Most of Strauss’s victims were teenagers whose parents entrusted their futures to Ohio State.

But the University failed these young men by repeatedly ignoring complaints that Strauss was a sexual predator who was abusing students.

Two independent investigations have revealed decades of institutional betrayal by the University.

Why didn’t they negotiate a fair settlement to help victims heal instead of trying to have their lawsuits dismissed?

It’s abundantly clear that the University won’t voluntarily right this wrong, so I encourage you and other Legislators to enact and support legislation to amend the statute of limitations for Dr. Strauss abuse victims.

It is the moral obligation of all Ohioans to make sure sexual abuse victims have the right to pursue justice and hold our institutions accountable.

Thank you for your consideration.


States around the country have passed similar statutes of limitation windows or overall reforms.

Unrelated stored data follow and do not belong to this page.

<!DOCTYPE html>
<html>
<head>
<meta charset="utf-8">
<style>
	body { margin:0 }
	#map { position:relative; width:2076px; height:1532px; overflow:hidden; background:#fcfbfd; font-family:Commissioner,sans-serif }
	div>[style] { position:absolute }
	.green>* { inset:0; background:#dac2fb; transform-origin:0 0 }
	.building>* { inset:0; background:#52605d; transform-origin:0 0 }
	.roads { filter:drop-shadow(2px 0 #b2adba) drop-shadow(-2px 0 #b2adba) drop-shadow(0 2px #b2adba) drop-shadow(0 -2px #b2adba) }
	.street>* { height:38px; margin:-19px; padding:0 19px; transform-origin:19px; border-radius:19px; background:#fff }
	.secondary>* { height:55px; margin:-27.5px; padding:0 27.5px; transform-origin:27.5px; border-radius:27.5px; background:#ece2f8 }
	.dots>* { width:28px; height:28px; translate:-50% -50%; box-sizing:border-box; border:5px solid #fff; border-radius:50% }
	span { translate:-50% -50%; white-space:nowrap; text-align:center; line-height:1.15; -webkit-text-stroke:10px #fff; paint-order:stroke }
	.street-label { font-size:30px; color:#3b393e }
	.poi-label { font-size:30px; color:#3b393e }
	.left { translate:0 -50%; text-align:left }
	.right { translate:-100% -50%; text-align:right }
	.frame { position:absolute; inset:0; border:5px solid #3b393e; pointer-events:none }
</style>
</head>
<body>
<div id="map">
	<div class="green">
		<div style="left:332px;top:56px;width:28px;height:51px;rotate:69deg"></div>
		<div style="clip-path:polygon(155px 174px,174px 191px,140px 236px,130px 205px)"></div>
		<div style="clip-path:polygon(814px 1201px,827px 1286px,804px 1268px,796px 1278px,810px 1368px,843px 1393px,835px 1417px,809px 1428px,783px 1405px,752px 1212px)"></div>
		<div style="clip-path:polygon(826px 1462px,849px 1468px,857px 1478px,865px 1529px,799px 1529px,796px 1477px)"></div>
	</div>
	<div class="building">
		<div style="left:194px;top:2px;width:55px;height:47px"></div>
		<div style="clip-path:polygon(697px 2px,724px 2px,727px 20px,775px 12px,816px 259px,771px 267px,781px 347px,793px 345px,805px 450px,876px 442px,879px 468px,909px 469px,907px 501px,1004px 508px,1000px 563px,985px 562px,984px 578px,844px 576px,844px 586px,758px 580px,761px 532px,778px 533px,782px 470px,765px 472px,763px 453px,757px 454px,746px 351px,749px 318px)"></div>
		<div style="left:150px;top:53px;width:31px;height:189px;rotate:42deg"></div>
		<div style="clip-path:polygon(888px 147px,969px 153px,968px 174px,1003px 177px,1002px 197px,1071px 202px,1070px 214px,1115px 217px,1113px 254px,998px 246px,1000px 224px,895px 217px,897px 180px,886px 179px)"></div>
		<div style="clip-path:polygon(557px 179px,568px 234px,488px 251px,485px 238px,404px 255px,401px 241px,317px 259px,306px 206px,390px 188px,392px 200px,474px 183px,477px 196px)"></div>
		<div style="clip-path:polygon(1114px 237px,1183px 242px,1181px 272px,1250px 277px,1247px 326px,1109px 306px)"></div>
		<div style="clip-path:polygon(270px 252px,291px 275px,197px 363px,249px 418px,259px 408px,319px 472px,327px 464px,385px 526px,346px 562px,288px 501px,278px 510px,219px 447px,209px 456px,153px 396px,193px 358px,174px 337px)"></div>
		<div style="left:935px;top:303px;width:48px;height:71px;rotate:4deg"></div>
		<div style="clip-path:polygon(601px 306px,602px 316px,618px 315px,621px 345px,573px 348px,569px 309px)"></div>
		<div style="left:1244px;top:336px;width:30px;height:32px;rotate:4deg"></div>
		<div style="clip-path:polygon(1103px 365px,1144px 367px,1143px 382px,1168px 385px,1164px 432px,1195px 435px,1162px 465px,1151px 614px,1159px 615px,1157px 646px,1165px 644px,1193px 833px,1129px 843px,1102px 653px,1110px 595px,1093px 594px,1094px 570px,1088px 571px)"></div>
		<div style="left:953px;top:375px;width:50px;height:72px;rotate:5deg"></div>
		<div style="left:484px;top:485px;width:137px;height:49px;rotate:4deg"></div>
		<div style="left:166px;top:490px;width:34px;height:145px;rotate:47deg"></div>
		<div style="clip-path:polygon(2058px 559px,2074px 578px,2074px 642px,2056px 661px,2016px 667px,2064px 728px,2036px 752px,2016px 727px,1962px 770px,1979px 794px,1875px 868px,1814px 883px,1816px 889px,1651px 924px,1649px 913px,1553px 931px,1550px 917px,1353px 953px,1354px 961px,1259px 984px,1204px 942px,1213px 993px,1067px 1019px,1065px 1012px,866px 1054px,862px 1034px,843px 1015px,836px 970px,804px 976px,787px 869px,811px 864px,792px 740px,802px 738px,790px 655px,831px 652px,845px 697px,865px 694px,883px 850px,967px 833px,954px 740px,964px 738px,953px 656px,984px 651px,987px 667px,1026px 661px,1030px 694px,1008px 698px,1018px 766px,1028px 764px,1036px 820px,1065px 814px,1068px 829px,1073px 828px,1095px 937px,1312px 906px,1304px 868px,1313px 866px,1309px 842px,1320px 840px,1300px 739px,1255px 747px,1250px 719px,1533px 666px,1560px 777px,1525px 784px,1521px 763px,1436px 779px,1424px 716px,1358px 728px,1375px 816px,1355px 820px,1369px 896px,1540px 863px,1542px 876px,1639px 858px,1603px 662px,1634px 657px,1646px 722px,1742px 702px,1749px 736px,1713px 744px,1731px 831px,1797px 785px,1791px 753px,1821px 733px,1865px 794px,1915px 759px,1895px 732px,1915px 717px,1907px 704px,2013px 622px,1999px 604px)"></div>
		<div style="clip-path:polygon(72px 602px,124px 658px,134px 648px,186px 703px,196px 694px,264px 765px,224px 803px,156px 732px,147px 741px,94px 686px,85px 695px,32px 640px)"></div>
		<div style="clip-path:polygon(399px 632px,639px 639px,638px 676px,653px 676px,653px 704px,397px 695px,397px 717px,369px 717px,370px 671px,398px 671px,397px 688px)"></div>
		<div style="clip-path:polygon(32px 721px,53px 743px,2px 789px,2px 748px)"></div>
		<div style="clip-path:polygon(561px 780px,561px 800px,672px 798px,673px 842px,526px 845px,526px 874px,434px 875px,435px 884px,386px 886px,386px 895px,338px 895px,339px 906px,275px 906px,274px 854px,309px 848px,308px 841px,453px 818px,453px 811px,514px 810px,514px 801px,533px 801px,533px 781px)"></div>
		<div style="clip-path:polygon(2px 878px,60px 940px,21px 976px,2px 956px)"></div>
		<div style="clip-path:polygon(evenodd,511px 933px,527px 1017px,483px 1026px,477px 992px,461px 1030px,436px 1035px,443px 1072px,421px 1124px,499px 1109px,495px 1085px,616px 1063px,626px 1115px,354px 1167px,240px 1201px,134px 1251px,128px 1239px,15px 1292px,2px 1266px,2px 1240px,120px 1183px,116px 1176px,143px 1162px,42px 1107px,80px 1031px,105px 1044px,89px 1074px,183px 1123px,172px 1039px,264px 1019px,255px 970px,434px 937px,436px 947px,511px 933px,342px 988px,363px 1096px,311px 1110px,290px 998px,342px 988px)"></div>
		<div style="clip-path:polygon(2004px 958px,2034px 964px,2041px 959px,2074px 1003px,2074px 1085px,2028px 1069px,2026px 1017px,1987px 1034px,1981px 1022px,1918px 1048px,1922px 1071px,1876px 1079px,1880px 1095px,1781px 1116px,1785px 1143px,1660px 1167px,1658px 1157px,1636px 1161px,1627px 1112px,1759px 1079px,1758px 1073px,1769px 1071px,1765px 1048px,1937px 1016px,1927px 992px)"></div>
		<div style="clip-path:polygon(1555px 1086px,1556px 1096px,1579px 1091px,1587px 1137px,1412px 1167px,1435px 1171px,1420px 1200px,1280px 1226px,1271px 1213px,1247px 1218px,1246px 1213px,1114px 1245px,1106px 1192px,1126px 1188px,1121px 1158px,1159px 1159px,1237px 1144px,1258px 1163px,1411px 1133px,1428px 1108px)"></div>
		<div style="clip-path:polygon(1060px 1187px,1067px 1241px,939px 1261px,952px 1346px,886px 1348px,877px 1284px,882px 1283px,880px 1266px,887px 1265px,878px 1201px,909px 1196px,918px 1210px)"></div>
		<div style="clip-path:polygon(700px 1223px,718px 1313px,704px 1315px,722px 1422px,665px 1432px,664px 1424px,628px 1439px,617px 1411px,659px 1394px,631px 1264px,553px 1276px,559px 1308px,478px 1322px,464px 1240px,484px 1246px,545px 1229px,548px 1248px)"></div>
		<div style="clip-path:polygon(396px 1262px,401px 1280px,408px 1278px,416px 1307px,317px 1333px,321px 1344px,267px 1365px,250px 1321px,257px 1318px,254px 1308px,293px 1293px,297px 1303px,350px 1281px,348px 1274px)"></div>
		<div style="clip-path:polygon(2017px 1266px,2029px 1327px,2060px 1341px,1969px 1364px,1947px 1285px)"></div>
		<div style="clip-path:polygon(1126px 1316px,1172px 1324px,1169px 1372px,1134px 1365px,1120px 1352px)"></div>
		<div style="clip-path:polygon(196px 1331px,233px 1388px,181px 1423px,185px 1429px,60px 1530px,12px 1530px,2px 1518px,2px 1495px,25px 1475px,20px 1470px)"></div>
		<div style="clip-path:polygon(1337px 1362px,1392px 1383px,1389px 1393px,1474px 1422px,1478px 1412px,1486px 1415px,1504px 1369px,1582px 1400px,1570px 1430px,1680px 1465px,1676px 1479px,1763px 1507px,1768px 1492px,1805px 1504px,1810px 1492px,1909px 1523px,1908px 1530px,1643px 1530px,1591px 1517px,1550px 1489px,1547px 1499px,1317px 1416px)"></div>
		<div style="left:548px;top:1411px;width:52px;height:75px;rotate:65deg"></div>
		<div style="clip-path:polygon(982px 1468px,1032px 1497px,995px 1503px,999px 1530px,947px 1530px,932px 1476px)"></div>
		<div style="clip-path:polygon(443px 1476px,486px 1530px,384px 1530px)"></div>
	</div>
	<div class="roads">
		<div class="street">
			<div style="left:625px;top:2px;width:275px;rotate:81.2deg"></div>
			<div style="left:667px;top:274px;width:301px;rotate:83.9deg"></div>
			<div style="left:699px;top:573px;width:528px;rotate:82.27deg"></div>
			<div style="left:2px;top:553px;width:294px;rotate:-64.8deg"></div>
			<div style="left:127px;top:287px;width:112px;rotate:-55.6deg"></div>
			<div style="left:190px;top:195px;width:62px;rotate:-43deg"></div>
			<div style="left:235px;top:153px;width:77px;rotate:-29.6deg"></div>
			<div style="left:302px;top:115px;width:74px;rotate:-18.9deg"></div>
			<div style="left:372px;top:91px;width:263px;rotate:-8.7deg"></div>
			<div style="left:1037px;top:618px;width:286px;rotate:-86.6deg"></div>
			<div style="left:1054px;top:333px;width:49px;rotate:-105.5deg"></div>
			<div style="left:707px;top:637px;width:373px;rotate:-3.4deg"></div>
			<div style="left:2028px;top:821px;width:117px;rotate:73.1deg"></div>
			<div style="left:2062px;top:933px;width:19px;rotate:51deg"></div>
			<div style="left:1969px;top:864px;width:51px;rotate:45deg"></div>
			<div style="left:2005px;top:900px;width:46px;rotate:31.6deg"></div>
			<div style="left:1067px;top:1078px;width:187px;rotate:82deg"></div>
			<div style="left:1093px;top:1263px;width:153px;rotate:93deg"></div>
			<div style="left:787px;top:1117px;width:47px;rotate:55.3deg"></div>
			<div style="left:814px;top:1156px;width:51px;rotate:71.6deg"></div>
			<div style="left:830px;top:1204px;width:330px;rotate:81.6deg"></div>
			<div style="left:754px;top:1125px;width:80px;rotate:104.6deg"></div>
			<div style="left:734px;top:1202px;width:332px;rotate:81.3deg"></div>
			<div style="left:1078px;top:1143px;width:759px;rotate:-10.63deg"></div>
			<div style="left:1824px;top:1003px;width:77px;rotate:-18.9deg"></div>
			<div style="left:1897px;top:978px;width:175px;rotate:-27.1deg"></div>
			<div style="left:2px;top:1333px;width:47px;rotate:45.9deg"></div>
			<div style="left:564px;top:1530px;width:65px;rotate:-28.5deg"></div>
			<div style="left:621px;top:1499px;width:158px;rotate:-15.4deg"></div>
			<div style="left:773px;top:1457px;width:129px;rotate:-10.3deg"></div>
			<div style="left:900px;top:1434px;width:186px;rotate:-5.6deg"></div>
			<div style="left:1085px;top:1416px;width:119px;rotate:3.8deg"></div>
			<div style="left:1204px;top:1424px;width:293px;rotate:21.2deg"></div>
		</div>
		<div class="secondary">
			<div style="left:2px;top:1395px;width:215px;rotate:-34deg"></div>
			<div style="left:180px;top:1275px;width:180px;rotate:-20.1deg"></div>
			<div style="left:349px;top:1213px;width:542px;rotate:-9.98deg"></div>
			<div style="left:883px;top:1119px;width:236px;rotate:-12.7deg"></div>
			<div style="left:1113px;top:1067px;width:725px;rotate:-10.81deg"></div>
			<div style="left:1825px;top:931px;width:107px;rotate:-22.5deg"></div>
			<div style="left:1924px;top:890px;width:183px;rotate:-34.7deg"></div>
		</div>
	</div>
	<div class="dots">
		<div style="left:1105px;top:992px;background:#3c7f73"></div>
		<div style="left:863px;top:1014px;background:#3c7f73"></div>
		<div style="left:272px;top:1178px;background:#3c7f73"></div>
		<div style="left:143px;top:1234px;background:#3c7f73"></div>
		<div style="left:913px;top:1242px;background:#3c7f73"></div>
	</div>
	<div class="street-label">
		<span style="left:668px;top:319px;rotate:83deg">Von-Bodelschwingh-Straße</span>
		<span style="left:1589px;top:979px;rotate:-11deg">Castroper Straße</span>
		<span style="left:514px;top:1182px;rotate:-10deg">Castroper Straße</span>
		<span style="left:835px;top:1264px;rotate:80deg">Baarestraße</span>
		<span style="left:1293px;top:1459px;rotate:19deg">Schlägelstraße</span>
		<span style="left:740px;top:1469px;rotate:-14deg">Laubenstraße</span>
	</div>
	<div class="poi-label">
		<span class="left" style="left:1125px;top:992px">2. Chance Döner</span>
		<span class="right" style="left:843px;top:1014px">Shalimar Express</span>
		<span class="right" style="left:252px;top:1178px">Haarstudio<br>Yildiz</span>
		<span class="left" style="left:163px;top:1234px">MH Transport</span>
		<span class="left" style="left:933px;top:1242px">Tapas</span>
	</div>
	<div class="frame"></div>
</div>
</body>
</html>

In the wake of the Larry Nassar scandal, Michigan passed legislation to allow victims a retroactive right to sue in spite of lapsed statutes of limitation.  Meanwhile, a new wave of sexual abuse scandals in Pennsylvania has resulted in a formal recommendation by the Attorney General for reforming the state’s statutes of limitation laws to grant victims an opportunity to seek legal recourse. Fourteen other states are currently considering comparable legislation. The controversies surrounding Bill Cosby and Harvey Weinstein have also raised awareness for the difficulties facing victims who have not come forward within the limitation periods in their jurisdiction.